NASA recently tested a new transmission technology and streamed a cat video from space via laser. This could usher in the next stage of the Internet.
In the past few decades, humanity has reached several milestones. Among other things, the first people set foot on the moon and the Internet became socially acceptable. At the same time, some companies demonstrated that data transfer no longer necessarily has to be done via cable.
Starlink, for example, is a network of numerous satellites in orbit around the Earth that transport huge amounts of data every day.
NASA recently demonstrated the next step of the modern Internet. Because it introduced a new technology: the transmission of an ultra-high-resolution cat video from space back to Earth. The 15-second video was transmitted by a laser. The cat is, appropriately enough, chasing a laser beam.
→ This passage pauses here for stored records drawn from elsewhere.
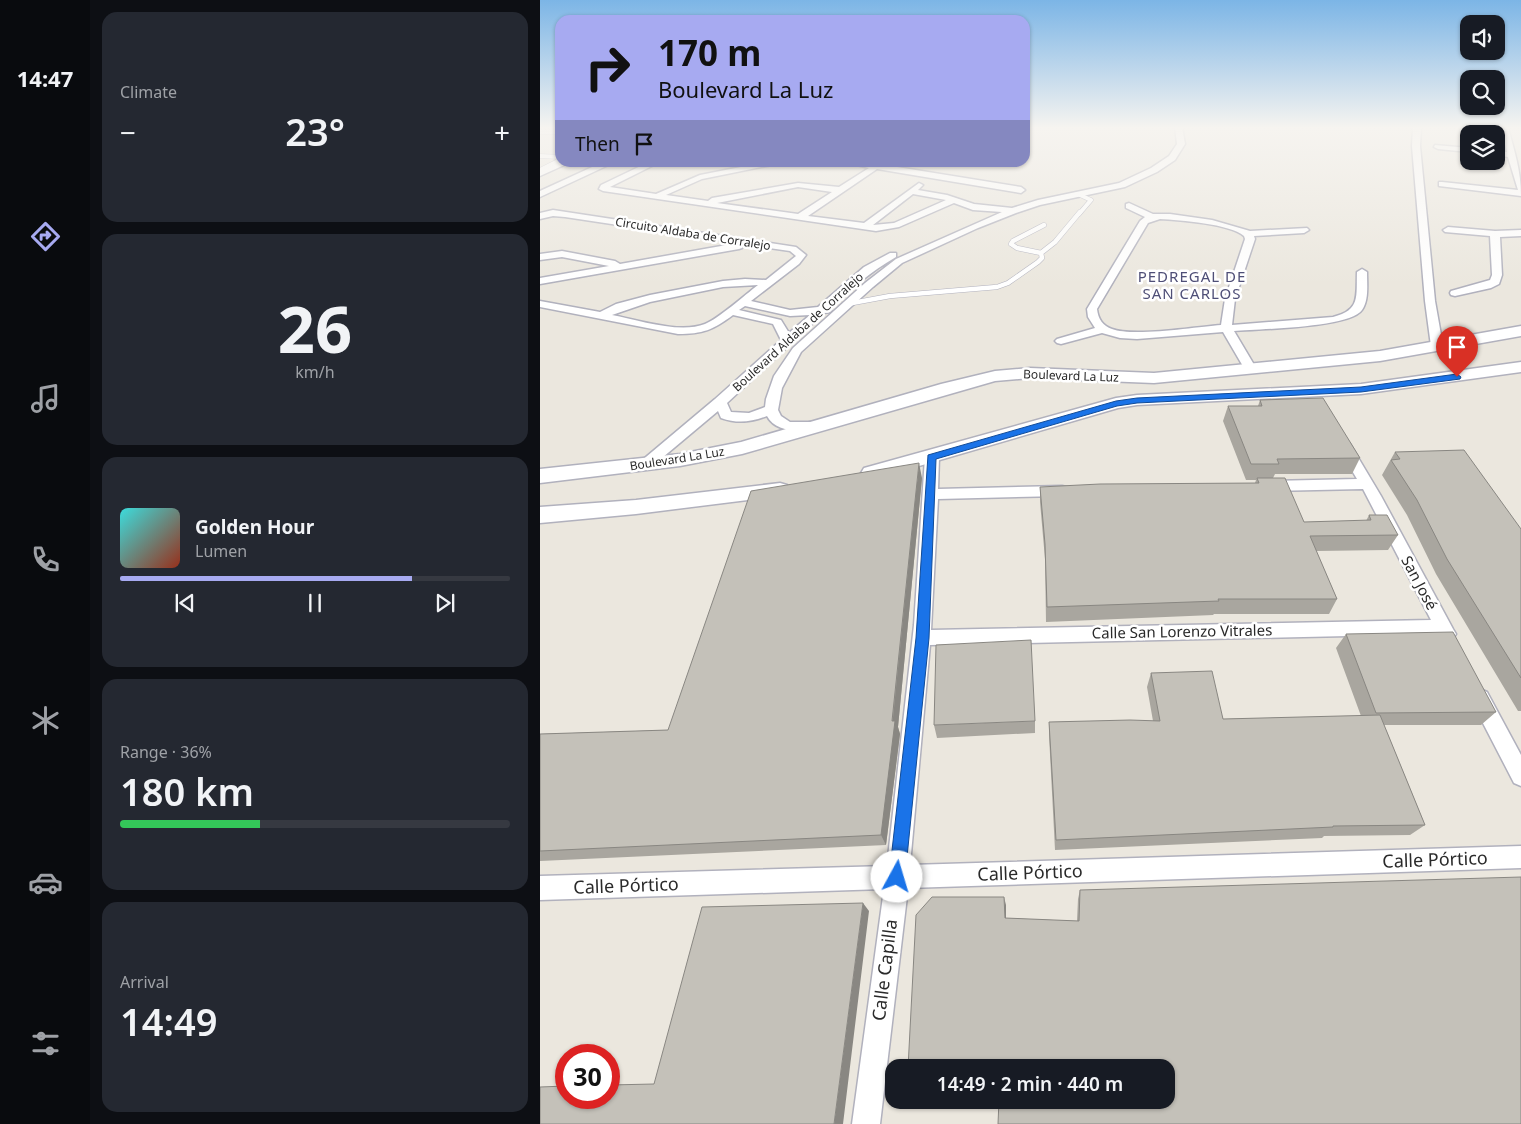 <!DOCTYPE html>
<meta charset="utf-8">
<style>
body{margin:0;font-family:"Noto Sans",sans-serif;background:#242831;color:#f1f3f6;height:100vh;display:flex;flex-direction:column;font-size:19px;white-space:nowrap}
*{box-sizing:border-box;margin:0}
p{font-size:16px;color:#9ea1a6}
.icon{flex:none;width:28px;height:28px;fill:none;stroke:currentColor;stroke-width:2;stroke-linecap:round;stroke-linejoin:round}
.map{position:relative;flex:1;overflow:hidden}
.details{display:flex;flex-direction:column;gap:12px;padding:12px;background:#0d0f14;width:450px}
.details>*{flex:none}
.hud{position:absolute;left:15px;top:15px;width:475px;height:152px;border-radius:15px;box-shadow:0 1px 4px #0004;background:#a7aaf1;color:#111;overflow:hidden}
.buttons{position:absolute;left:920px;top:15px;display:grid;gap:10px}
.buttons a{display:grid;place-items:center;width:45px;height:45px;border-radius:10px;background:#171b24;box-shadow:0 1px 4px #0004;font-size:25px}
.speed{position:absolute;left:15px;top:1044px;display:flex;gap:10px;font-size:25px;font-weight:700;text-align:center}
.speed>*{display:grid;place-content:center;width:65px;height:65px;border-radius:50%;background:#171b24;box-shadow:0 1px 4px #0004;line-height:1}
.speed .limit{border:8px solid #d22;background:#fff;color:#111}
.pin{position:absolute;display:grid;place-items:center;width:42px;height:42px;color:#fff;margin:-51px -21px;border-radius:50% 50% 50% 0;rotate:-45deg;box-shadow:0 0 5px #0007}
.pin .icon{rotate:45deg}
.me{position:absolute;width:55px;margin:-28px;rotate:6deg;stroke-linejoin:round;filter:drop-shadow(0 0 4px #0008)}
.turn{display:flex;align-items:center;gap:18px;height:105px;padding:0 20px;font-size:22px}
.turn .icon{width:65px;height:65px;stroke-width:2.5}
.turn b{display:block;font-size:35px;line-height:42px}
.then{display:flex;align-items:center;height:48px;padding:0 20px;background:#0003;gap:10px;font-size:19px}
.big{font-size:38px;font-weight:600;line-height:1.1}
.details .tile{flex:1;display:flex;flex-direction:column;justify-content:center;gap:8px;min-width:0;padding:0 18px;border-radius:15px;background:#242831}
.details .dial{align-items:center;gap:0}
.dial b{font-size:65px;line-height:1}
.song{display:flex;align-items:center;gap:15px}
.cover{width:60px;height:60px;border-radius:8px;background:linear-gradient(135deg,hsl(180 70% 55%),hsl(10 70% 35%))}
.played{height:5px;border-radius:2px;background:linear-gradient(90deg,#a7aaf1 75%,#363941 75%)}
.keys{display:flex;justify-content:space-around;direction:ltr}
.heat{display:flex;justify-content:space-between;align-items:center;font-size:28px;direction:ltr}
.charge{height:8px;border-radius:4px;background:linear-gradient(90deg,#34c759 36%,#363941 0)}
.trip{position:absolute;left:345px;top:1059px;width:290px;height:50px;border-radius:15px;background:#171b24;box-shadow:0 1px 4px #0004;font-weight:600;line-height:50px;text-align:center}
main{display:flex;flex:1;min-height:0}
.tabs{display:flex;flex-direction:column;width:90px;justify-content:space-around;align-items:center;background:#090b0e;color:#9ea1a6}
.tabs .icon{width:35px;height:35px}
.tabs .selected{color:#a7aaf1}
.tabs b{font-size:22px;color:#f1f3f6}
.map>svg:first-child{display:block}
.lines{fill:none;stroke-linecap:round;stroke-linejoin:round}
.lane-far1-casing{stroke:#b1b1bd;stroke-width:5}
.lane-casing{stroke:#b1b1bd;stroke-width:5.5}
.street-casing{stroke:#b1b1bd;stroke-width:3}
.secondary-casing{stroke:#b1b1bd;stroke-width:3}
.lane-far1{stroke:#fff;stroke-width:4}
.lane{stroke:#fff;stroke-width:4.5}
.street{fill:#fff;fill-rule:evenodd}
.secondary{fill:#fff;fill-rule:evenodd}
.wall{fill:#a9a69f}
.shaded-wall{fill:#898782}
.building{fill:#c4c1b9;stroke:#898782}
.route{fill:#1a73e8;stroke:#114b97}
.labels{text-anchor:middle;stroke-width:5;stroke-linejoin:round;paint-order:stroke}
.far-street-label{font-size:12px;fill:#2a2a2a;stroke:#fff}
.far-quarter-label{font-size:15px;letter-spacing:1px;fill:#4f4f77;stroke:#fff}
.street-label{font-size:15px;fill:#2a2a2a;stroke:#fff}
.near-street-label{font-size:18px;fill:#2a2a2a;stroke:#fff}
</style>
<main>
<nav class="tabs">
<b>14:47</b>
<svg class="icon selected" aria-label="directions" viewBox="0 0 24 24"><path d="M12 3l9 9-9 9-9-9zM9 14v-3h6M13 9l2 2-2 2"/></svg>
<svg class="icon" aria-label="music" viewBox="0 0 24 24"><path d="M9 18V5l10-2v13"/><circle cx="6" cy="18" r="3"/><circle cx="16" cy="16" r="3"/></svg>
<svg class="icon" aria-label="phone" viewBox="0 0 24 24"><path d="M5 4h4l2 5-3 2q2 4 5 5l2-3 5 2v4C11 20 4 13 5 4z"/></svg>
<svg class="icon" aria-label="climate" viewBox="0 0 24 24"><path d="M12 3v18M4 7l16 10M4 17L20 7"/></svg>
<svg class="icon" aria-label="car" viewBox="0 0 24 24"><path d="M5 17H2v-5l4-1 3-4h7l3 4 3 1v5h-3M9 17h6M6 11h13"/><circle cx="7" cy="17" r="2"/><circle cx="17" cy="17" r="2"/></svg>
<svg class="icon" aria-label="filters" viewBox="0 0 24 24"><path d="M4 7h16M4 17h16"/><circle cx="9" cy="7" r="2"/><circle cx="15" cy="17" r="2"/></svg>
</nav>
<section class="details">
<div class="tile"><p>Climate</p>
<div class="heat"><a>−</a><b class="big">23°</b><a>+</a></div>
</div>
<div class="tile dial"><b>26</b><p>km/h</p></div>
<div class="tile">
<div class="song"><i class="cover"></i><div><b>Golden Hour</b><p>Lumen</p></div></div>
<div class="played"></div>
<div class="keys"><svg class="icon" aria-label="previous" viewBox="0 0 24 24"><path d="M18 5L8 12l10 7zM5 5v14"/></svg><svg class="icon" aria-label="pause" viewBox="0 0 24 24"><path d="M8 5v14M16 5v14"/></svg><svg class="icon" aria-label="next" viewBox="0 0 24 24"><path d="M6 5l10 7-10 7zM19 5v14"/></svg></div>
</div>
<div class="tile"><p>Range · 36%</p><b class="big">180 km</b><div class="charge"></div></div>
<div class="tile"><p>Arrival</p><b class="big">14:49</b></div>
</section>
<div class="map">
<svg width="981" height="1124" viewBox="0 0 981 1124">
<rect width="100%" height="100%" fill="#ebe7de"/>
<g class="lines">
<defs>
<path id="lane-far1" d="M0,132H20
M0,156L20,157
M0,170L20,160
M539,214L551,200L540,195"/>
<path id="lane" d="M501,253L477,248L471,244L473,241L504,225
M307,304L350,296L457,287L468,283L498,262L502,258L501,253L515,242L540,212"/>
<path id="street" d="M635,127H642L645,144L635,160L617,172L585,187L500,205L476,213L438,228L362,263L333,287L261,352L242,388L238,410L241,416L250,422H282L284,425L282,428C265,432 236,434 227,416C211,422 198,424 181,418L178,411L110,468H100L98,465L100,462L175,399L241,340L233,324L193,315C173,330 163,334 138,334L0,307V301L60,312L76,304L110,295L183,281L205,279L226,280L256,256L250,251L202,244V248L199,249L0,284V278L69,266L22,257L0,260V254L22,251L75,261L80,264L198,243L25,217L13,216L0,219V213L13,210L256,247L266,255L259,264L211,301L250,310L278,307L324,267L350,253H356V257C330,272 312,288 290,308L291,310L290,312L284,313L187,403L191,412L209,413L225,407L226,399L234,376L253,348L325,283L356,259L462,212L433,210L414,203L359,227L336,231L63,191L59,189L61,185L109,162H120L70,187L116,194L160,175L226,162H246L162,179L126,195L168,201L172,198L258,183L299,187L329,168L304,162H326L481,187L485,190L481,193L337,169L268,216L324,223L379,183L383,185L378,190L407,195L434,204L472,208L498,200L579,183L611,168L629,156L637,144ZM258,187L292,192L258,214L177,203ZM373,194L406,200L354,223L333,225ZM218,285C205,295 178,319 165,324C140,334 98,320 72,315L110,302L183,287ZM205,306L250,316L270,315L249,333L241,320L199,310Z
M873,127H881L880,146L895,301L903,346L897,349L891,346L885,301L872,146Z
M961,127H968C974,151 981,170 981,196L899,186V182H902L978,190L968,157L956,155V151L967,152Z
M895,145L929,148V152L898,149L894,147Z
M20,162H31L0,176V171Z
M63,162H75L0,197V191Z
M589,203L613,214H630L672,220L710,231L767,228L769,230L764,233L714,236L715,239L695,299L692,325L793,317C821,310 816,296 817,272L822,269L827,272C827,284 829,300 822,310C810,328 718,329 694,331L716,368L710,372L704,368L683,332L597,339L580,338L562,333L521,344L517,343L515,341L517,339L555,328L548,317L547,309L600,221L605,217L586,208V204ZM620,219C640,220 690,224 704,236L705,239L685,299L681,325C656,327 593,337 572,329C563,326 558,319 557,309L608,223Z
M908,227L955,231L981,230V236L960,237L962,275L959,284L951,288L915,296L911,295L910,293L911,291L950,280L952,275L950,236L905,232L903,230Z
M805,443L810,444L841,496L913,629L916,634L913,639L907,641L901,639L898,634L390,645L370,865L981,846V868L368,888L340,1124H312L344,889L0,900V876L347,866L374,625L385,457L387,454H397L399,457L398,489L522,486L527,487L529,491L527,495L522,496L398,499L391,630L891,620L823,489L727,491L722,490L720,486L722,482L727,481L817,479L798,447L800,444Z
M940,689L947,692L981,755V786L974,783L930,698L933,692Z"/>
<path id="secondary" d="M981,326V336L840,361L614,383L490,378L455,381L202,454L140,466L0,483V469L140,454L201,442L401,384L455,371L490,368L614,373L840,351Z
M981,362V372L821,394L597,405L578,408L331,480L324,478L321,473L324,468L576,398L597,395L821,384Z
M240,483L247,485L250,490L247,495L96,514L0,523V507L96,500Z"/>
</defs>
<!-- lane-far1 casing -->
<use href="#lane-far1" class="lane-far1-casing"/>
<!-- lane casing -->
<use href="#lane" class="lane-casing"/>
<!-- street casing -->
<use href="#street" class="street-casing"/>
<!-- secondary casing -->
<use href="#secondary" class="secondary-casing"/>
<!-- lane-far1 -->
<use href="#lane-far1" class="lane-far1"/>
<!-- lane -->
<use href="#lane" class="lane"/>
<!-- street -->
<use href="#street" class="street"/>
<!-- secondary -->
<use href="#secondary" class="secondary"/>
</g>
<!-- wall -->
<path class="wall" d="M720,400L820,458L812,474H735L733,478L764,522L826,521L829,515L858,535L848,550L776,551L797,599L789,614H674L673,615L506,622L505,559L500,502V487L715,483L716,480H706L683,421L688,406H718Z
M855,452L981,529V711H978L896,574L867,515L842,475Z
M382,478L358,727L360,734L346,845L0,861V734L128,730Z
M806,634L956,712L941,725H844L885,825L870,835L784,836L782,838L515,850L509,735V722L613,721L607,687L611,673L683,719L821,716L796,648Z
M495,721V733L397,738L394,725Z
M540,890L626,1068H368L466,905V918L537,921L538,899Z"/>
<!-- shaded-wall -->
<path class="shaded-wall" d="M379,463L382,478L358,727L360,734L346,845L341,835Z
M464,897L466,905V925L465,918Z
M323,903L329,911L303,1124H294Z"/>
<!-- building -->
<path class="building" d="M783,398L820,458L737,459L739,464H711L688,406H722L720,400Z
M924,450L981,529V678L907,559L877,500L851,460L860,459L855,452Z
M379,463L352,721H355L341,835L0,851V734L128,730L211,491Z
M717,478H745L764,522L831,520L829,515H847L858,535L770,536L797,599H678L679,601L507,607L505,544L500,487L560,484L719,483Z
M913,632L956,712L836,713L806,634Z
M491,640L495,721L394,725L396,645Z
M672,671L683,719L840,715L885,825L793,826V827L516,840L509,722L590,720L620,721L611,673Z
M981,877V1124H458L459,1100H626V1068H459V1066L447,1068H368L376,915L392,897H464L465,918L539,921L540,890Z
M323,903L294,1124H0V1087L26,1086V1098H69V1085L114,1084L162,907Z"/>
<!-- sky -->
<linearGradient id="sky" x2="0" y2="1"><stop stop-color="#7cb5e6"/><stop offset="0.45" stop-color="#f6f4f0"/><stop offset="1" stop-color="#f6f4f0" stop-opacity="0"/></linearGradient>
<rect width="981" height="284" fill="url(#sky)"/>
<!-- route -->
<path class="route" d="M917,374L921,377L920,379L821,392L597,403L577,406L396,459L389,638L365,877L362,883L357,885L351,883L349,877L376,638L388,455L576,401L597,398L821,387Z"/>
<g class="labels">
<!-- far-street labels -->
<g class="far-street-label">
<text transform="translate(153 234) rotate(9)" y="4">Circuito Aldaba de Corralejo</text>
<text transform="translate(258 332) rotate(-42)" y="4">Boulevard Aldaba de Corralejo</text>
<text transform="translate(531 376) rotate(2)" y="4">Boulevard La Luz</text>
<text transform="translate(137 459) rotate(-9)" y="4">Boulevard La Luz</text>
</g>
<!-- far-quarter labels -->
<g class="far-quarter-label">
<text x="652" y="282">PEDREGAL DE<tspan x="652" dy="17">SAN CARLOS</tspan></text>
</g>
<!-- street labels -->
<g class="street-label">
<text transform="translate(879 583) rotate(62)" y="5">San José</text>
<text transform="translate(642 632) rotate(-1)" y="5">Calle San Lorenzo Vitrales</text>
</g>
<!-- near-street labels -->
<g class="near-street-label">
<text transform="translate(895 860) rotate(-2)" y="6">Calle Pórtico</text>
<text transform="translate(490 873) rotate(-2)" y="6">Calle Pórtico</text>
<text transform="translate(86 886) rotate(-2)" y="6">Calle Pórtico</text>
<text transform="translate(345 970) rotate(-83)" y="6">Calle Capilla</text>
</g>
</g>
</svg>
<div class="buttons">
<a><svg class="icon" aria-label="sound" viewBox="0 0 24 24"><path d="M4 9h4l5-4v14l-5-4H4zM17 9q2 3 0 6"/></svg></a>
<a><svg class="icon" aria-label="search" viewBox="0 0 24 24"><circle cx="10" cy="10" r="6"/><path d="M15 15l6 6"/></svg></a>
<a><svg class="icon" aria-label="layers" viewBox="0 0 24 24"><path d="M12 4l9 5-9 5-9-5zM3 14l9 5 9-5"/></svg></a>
</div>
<div class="speed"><div class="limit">30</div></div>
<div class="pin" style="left:917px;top:377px;background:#d93025"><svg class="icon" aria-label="arrive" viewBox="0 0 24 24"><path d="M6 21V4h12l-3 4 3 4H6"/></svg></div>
<svg class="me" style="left:357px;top:877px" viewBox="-20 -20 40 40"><circle r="19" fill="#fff"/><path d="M0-13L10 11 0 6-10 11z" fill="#1a73e8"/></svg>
<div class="trip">14:49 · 2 min · 440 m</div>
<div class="hud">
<div class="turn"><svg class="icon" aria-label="right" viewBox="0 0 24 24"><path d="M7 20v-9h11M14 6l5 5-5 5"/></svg><div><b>170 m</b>Boulevard La Luz</div></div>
<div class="then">Then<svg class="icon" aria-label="arrive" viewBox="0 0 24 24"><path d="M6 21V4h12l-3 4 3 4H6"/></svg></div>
</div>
</div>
</main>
NASA streams cat video from 30 million kilometers away
The video of the orange tabby cat traveled 30.6 million kilometers. That's about 80 times the distance from Earth to the Moon. NASA hopes the laser technology being tested will improve communications with more distant parts of the solar system. The candle, named Taters, remained on Earth during the transmission with its owner, an employee of NASA's Jet Propulsion Laboratory (JPL) in California.
NASA officials captured the video of a spacecraft lifting off from Kennedy Space Center in Florida on Oct. 13, 2023, on a SpaceX Falcon Heavy rocket. The stream occurred on December 11, 2023. A JPL employee subsequently confirmed that the data transfer was faster than a broadband Internet connection.
Future missions will require a fast and stable internet connection
The transmission was made using a link between the spacecraft and the Hale Telescope at Palomar Observatory. Staff there downloaded it and streamed it to JPL in real time. It became clear that the transmission between space and the telescope was faster than usual streams.
The video is part of NASA's Deep Space Optical Communications (DSOC) mission. It is the space agency's first mission to develop a fast and reliable interplanetary connection. The further missions go into space, the longer it takes to transmit content back to Earth.